The idea is to replace it with treated wastewater from the city of Terneuzen, as well as more of its own effluent and rainwater. The project will go further, to examine the wetland’s ability to absorb micropollutants like pesticides and pharmaceutical residues, and if successful will cut both water and carbon footprints. The new treatment step will be compared to current, proven technologies including biological activated carbon filters. The two companies are investigating all aspects of the project – from energy, chemical and materials input to wetland maintenance and project costs – to decide which option to implement. Evides’ project developer Bas van Eijk expects both partners will gain insights that can be used at other sites. He anticipates a new system will be operating in 2024.
Greening the desert
The world’s largest constructed wetland is located in the desert in southern Oman, where it handles the oily wastewater from the Nimr oilfields. In the past the water would have been re-injected into aquifers – an energy-intensive system that’s expensive to operate and maintain, and runs the risk of contamination.
The bulk of the oil is removed from the water using hydrocyclone units that subjects the mixture at centrifugal forces up to 1000 times that of gravity. The oil is recovered and the water outflow goes into a series of constructed wetlands. Energy demand for treatment is now close to zero.
We don’t push the water through a membrane, but we drag the salt ions out of the water
The wetlands have brought biodiversity to this desert site, but the water is mostly lost to evaporation. To use it for irrigation, for example, salts and residual chemicals would have to be removed. For Rijnaarts, this is one of the most pressing research questions. To address it, he’s working with Shell at its gas-to-liquids plant near Doha, in Qatar, alongside local research institutes. Here diesel, aviation fuel and synthetic oils for lubricants are produced. Can the water be re-used to green the desert and develop non-food agriculture?

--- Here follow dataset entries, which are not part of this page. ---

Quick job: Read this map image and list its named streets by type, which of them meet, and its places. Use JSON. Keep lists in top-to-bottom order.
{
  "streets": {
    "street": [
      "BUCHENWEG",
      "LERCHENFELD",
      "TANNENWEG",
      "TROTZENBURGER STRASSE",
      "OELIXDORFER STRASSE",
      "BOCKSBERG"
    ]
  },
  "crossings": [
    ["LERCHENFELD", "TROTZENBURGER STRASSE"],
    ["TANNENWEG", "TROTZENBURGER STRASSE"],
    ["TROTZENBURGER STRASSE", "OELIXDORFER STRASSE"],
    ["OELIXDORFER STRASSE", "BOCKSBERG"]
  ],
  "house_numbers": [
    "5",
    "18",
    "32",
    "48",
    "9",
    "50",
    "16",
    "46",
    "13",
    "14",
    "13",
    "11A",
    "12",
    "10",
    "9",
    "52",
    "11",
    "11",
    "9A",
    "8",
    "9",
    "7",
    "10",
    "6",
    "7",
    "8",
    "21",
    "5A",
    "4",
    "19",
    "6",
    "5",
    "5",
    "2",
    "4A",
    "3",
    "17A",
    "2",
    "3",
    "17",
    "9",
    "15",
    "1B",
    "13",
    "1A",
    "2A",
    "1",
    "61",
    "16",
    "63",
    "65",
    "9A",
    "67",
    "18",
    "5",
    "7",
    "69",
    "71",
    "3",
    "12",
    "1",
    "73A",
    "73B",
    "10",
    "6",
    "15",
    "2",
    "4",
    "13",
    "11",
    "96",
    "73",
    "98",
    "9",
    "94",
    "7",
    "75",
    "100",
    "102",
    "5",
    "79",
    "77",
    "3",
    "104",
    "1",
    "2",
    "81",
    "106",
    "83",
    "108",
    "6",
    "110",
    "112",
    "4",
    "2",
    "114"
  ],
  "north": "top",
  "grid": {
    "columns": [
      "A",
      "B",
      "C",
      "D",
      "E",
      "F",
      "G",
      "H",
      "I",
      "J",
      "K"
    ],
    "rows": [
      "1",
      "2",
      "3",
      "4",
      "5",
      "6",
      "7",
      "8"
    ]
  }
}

Today, a widely used desalination technique is reverse osmosis, whereby water is pushed through a membrane and the salt retained. It’s an energy intense process. Indeed, by 2040 it’s estimated that desalination will account for more than 20% of water-related global electricity demand.
The team is working on electrode membrane techniques. ‘We don’t push the water through a membrane, but we drag the salt ions out of the water. By using that approach, we can decrease the amount of energy that is needed,’ Rijnaarts says.
It’s also developing technologies to make the process targeted, so only harmful ions such as sodium, would be removed. ‘However, achieving such a specificity is fairly difficult, but a nice task for us technological scientists to chew on,’ he says.
Rijnaarts is convinced industry understands that business as usual threatens the availability of their main production resource – and they’d rather be the ones to come up with solutions to the water crisis. ‘I’ve worked with a lot of parties around the world, and I know that industry can get things done. If they step up, they can be a powerful force for sustainability.’
Later this year, nations will meet to agree how much protection to afford the planet’s water and land. Will the chemical industry step up and put us on a path to a more water secure world?